» Given records
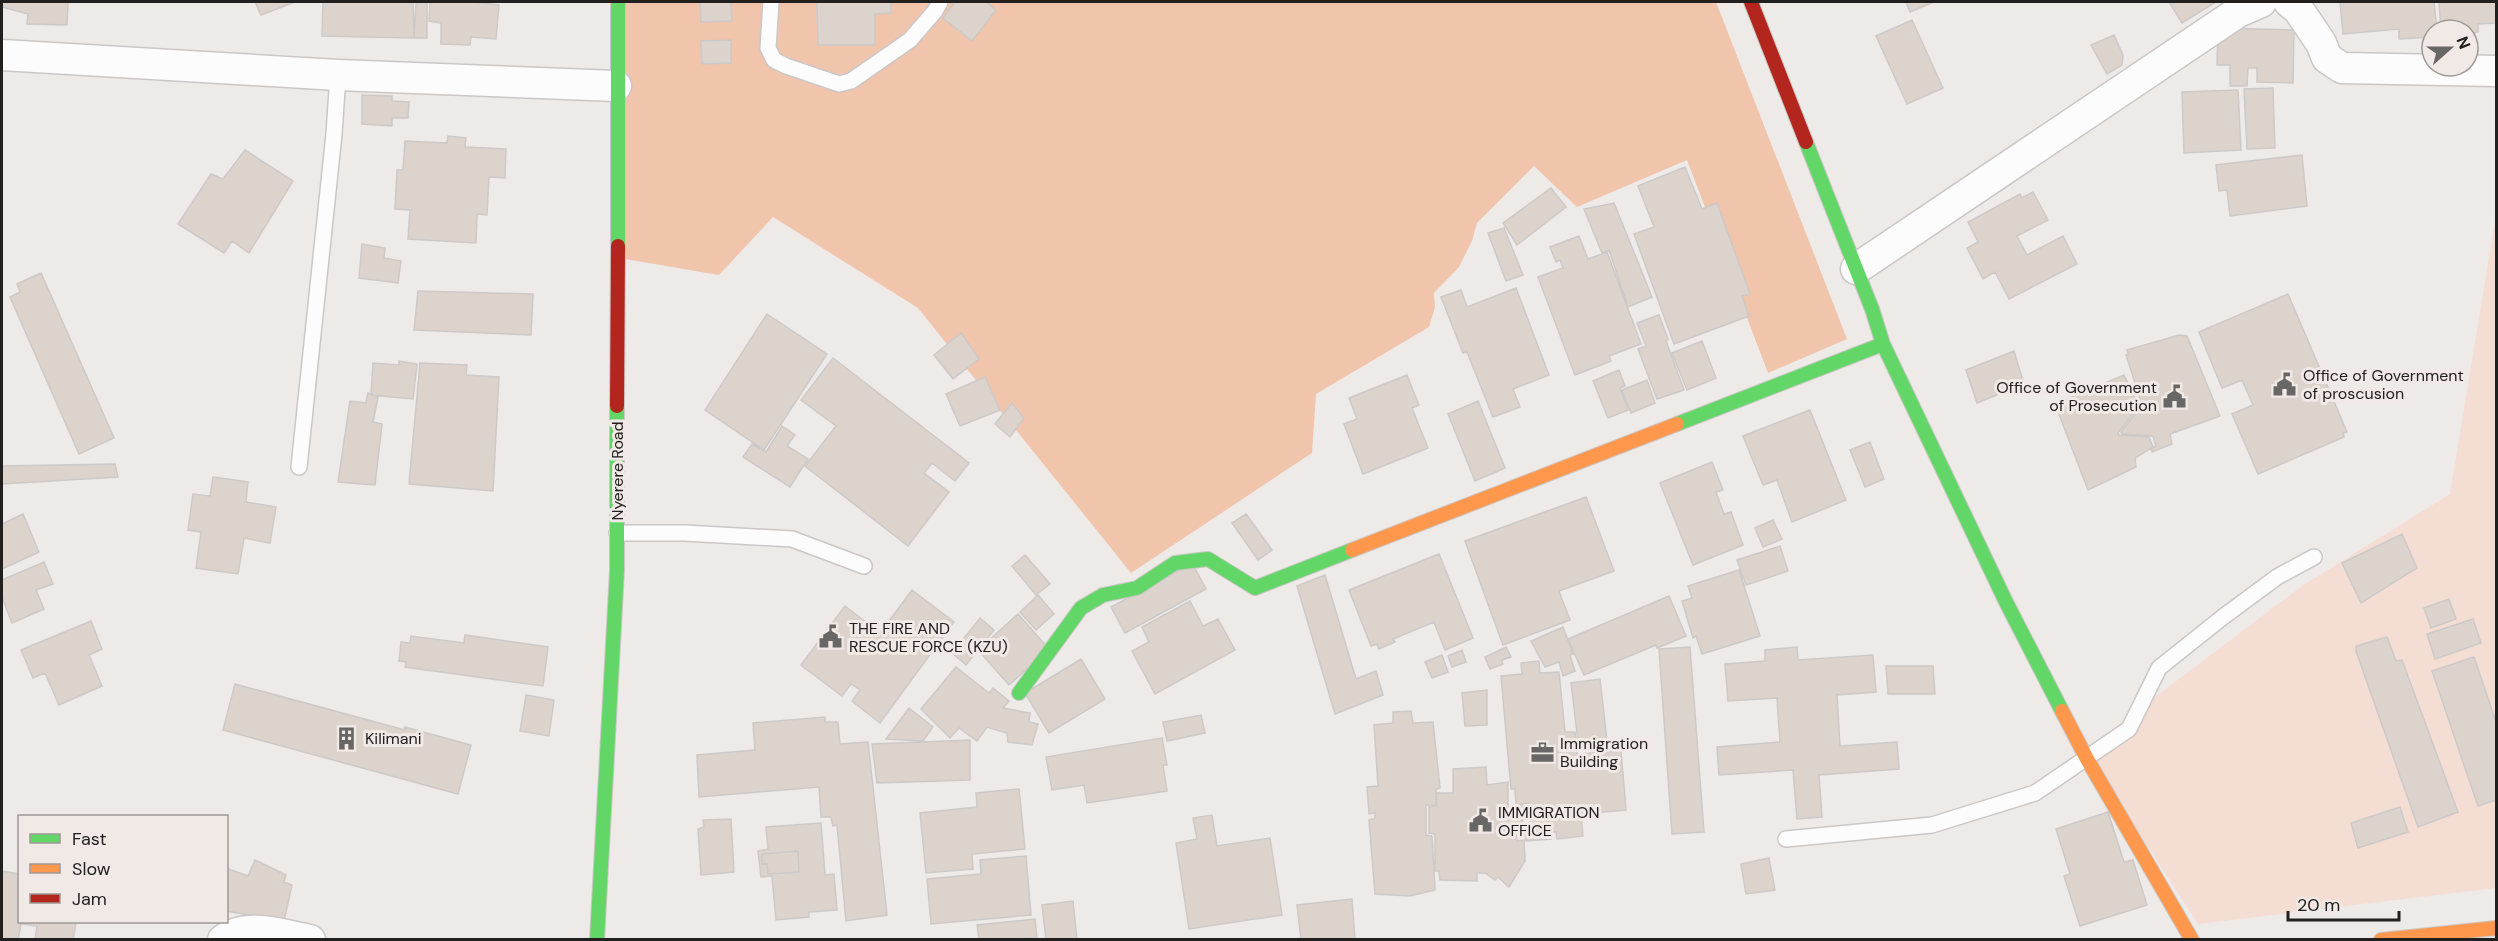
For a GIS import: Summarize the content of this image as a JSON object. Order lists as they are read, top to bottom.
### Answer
{
  "streets": {
    "street": ["Nyerere Road"]
  },
  "places": {
    "public building": [
      "Office of Government of proscusion",
      "Office of Government of Prosecution",
      "THE FIRE AND RESCUE FORCE (KZU)",
      "IMMIGRATION OFFICE"
    ],
    "building": ["Kilimani"],
    "office": ["Immigration Building"]
  },
  "legend": ["Fast", "Slow", "Jam"],
  "scale_bar": "20 m",
  "north": "right"
}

» The task
Without the pictures, retype all of the data above exactly.

» Exercise output
For a GIS import: Summarize the content of this image as a JSON object. Order lists as they are read, top to bottom.
### Answer
{
  "streets": {
    "street": ["Nyerere Road"]
  },
  "places": {
    "public building": [
      "Office of Government of proscusion",
      "Office of Government of Prosecution",
      "THE FIRE AND RESCUE FORCE (KZU)",
      "IMMIGRATION OFFICE"
    ],
    "building": ["Kilimani"],
    "office": ["Immigration Building"]
  },
  "legend": ["Fast", "Slow", "Jam"],
  "scale_bar": "20 m",
  "north": "right"
}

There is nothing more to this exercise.